As 600,000 Korean high school seniors took the annual college entrance exam on Thursday November 17th, the stark differences between Korean students and international students was quite apparent. The critical test, that most likely affects not only academic careers but also future professions, was administered in over 1,100 testing sites across the country. Government imposed traffic and noise control during the testing hours signifies the importance of this exam, which is only given once a year. The measures to combat cheating are so strict that no one dares to cut corners.

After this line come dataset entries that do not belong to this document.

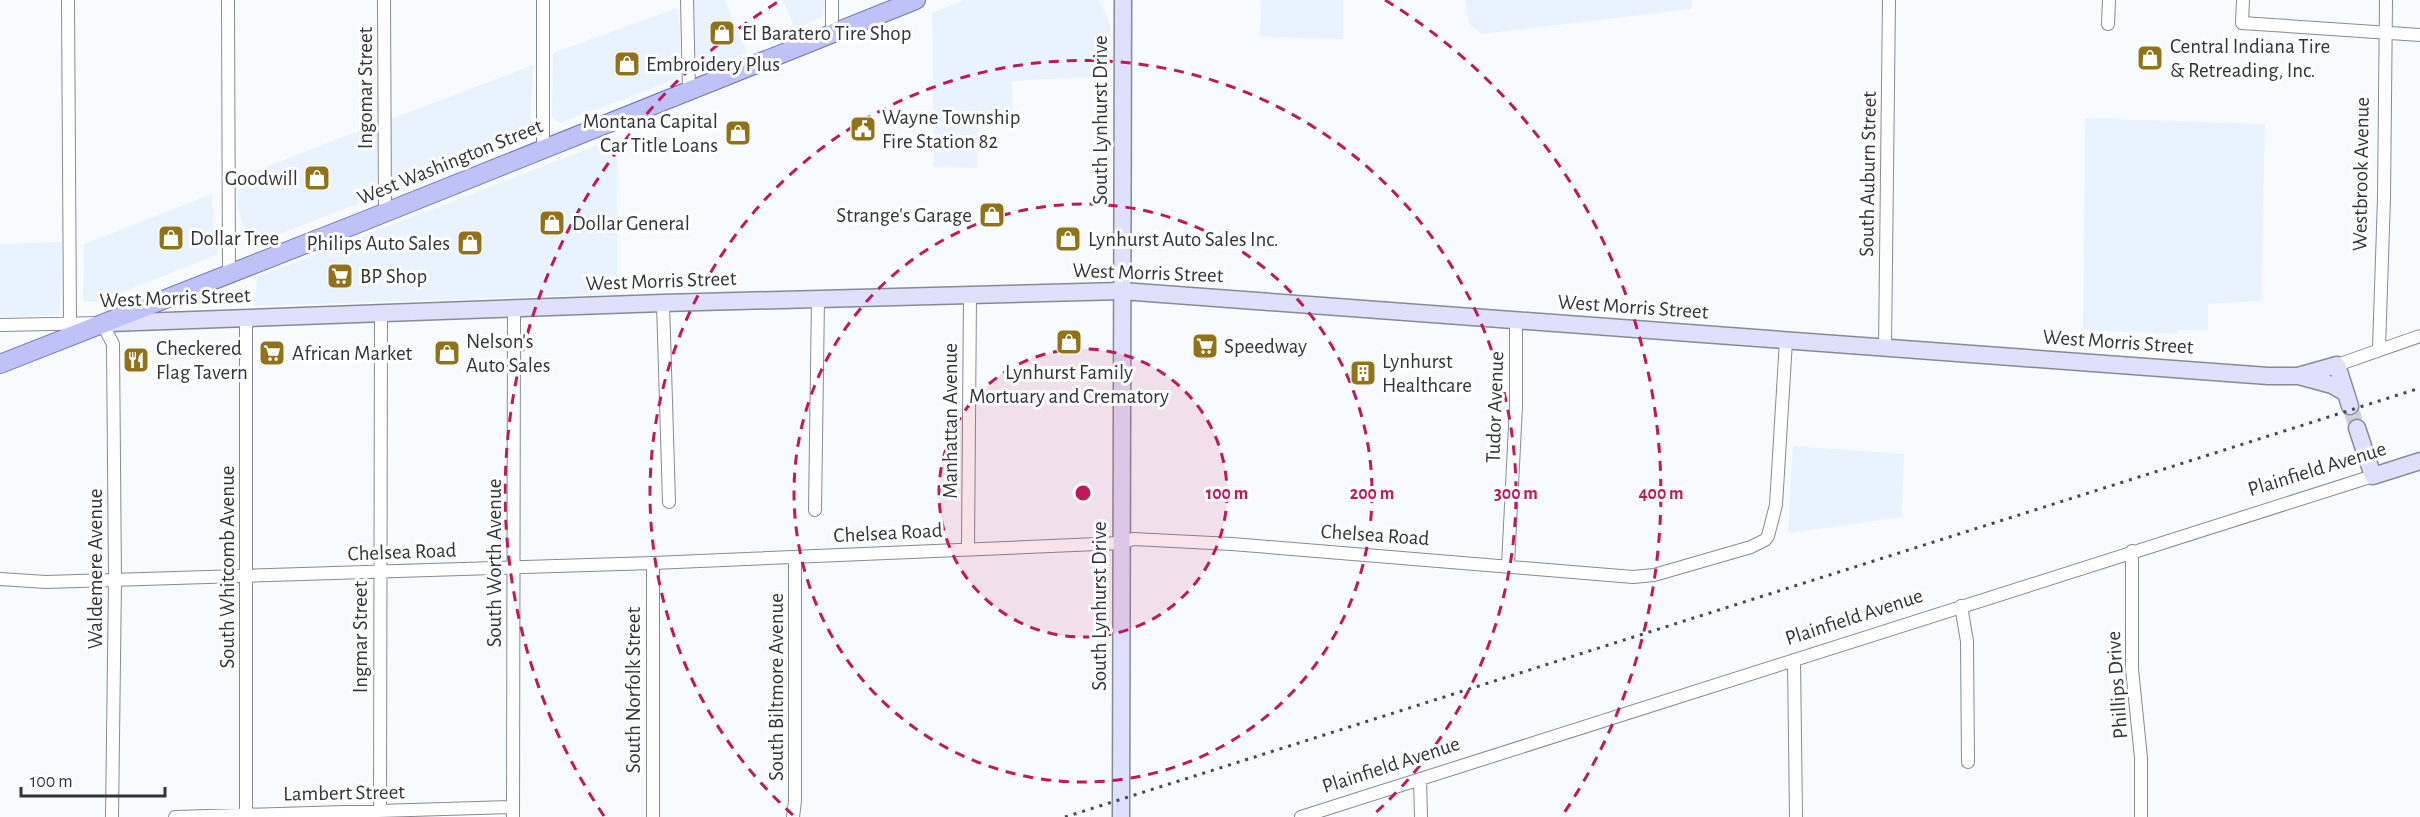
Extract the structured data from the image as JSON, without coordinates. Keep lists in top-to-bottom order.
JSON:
{
  "streets": {
    "main road": [
      "South Lynhurst Drive",
      "West Washington Street",
      "West Morris Street",
      "Plainfield Avenue"
    ],
    "street": [
      "Ingomar Street",
      "South Auburn Street",
      "Westbrook Avenue",
      "Tudor Avenue",
      "Manhattan Avenue",
      "Chelsea Road",
      "South Worth Avenue",
      "South Whitcomb Avenue",
      "Waldemere Avenue",
      "Ingmar Street",
      "Phillips Drive",
      "South Biltmore Avenue",
      "South Norfolk Street",
      "Lambert Street"
    ]
  },
  "crossings": [
    ["Ingomar Street", "West Washington Street"],
    ["South Lynhurst Drive", "West Morris Street"],
    ["South Lynhurst Drive", "Chelsea Road"],
    ["West Washington Street", "West Morris Street"],
    ["West Washington Street", "Waldemere Avenue"],
    ["South Auburn Street", "West Morris Street"],
    ["West Morris Street", "Tudor Avenue"],
    ["West Morris Street", "Manhattan Avenue"],
    ["West Morris Street", "Chelsea Road"],
    ["West Morris Street", "South Worth Avenue"],
    ["West Morris Street", "South Whitcomb Avenue"],
    ["West Morris Street", "Waldemere Avenue"],
    ["West Morris Street", "Ingmar Street"],
    ["Tudor Avenue", "Chelsea Road"],
    ["Manhattan Avenue", "Chelsea Road"],
    ["Plainfield Avenue", "Phillips Drive"],
    ["Chelsea Road", "South Worth Avenue"],
    ["Chelsea Road", "South Whitcomb Avenue"],
    ["Chelsea Road", "Waldemere Avenue"],
    ["Chelsea Road", "Ingmar Street"],
    ["Chelsea Road", "South Biltmore Avenue"],
    ["Chelsea Road", "South Norfolk Street"],
    ["South Worth Avenue", "Lambert Street"],
    ["South Whitcomb Avenue", "Lambert Street"],
    ["Ingmar Street", "Lambert Street"]
  ],
  "places": {
    "shop": [
      "El Baratero Tire Shop",
      "Central Indiana Tire & Retreading, Inc.",
      "Embroidery Plus",
      "Montana Capital Car Title Loans",
      "Goodwill",
      "Strange's Garage",
      "Dollar General",
      "Dollar Tree",
      "Lynhurst Auto Sales Inc.",
      "Philips Auto Sales",
      "Lynhurst Family Mortuary and Crematory",
      "Nelson's Auto Sales"
    ],
    "public building": ["Wayne Township Fire Station 82"],
    "supermarket": ["BP Shop", "Speedway", "African Market"],
    "restaurant": ["Checkered Flag Tavern"],
    "building": ["Lynhurst Healthcare"]
  },
  "scale_bar": "100 m",
  "rings": [
    "100 m",
    "200 m",
    "300 m",
    "400 m"
  ]
}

This comes in stark contrast to the American college entrance exams, the SAT and ACT, that are administered in Korea. Attempted cheating on the exams has become so rampant that the American testing services have taken extraordinary precautions only applicable to Korea. The administrators of the ACT announced just this month that the test scheduled for December 10th will be moved to one designated test center instead of the usual 26 locations across Korea, which is unheard of in any other country because of the burden it will place on students from all over the country to take the test from one location. These tough measures were are being carried out after the ACT was cancelled in June due to leaked test questions and all essay test scores were cancelled from the test on October 22nd due to possible leaks. This is in addition to the entire SAT test being cancelled in May of 2013 and some Korean test takers being blacklisted from future examinations.
So what exactly is going on here? Are Korean students more honest than their international school counterparts? Are international students or even their parents prone to cheating?
To find out, I interviewed the manager of a educational institute or hagwon in Daechi- dong, Seoul who has experienced students from both realms.
Q. What are the reasons behind the rampant cheating on the U.S. College entrance exams?
A. Well, I think there are several factors in play. First, the tests are administered worldwide on the same day. That means that some students are taking the tests several hours before other students because of the time zone differences. This allows for cheating because the questions are known in one country before the test is given in other countries. This allows hagwons to try to bribe students in other countries for the test questions. Second, some parents are aware that certain hagwons are able to get the questions beforehand and purposely send their children to these hagwons. They are willing to pay a lot of money for this privileged information. Then once the hagwons get used to making that kind of money, they want to continue making a lot of money and use whatever means possible to get the answers beforehand. Finally, if you give a people a chance to cheat, they most likely will cheat. The Korean college entrance exam is given just once a year on the same day and time for all students, so this takes away the possibility to get the questions beforehand.
Q. What can be done to curb cheating on these tests?
A. I don't think there is a 100% guaranteed way to stop cheating but the test services are taking drastic measures such as the one test center for the ACT in December. This is a significant burden for students that live on the other side of the country. The hagwons that are paying for these questions need to be prosecuted with stiff penalties and have their licenses taken away. Also, more importantly, parents shouldn't tolerate this kind of behavior. If a student is not qualified for a certain university, her or she should not attend that university. By cheating on the exam and sending your child to a university that doesn't match the student's capability can have drastic consequences.
As the ACT draws near, I hope students realize that cheating is not the way to get to the top and it hurts those who prepare honestly for the exam. Also, this stain on Korea's image will not wash away easily.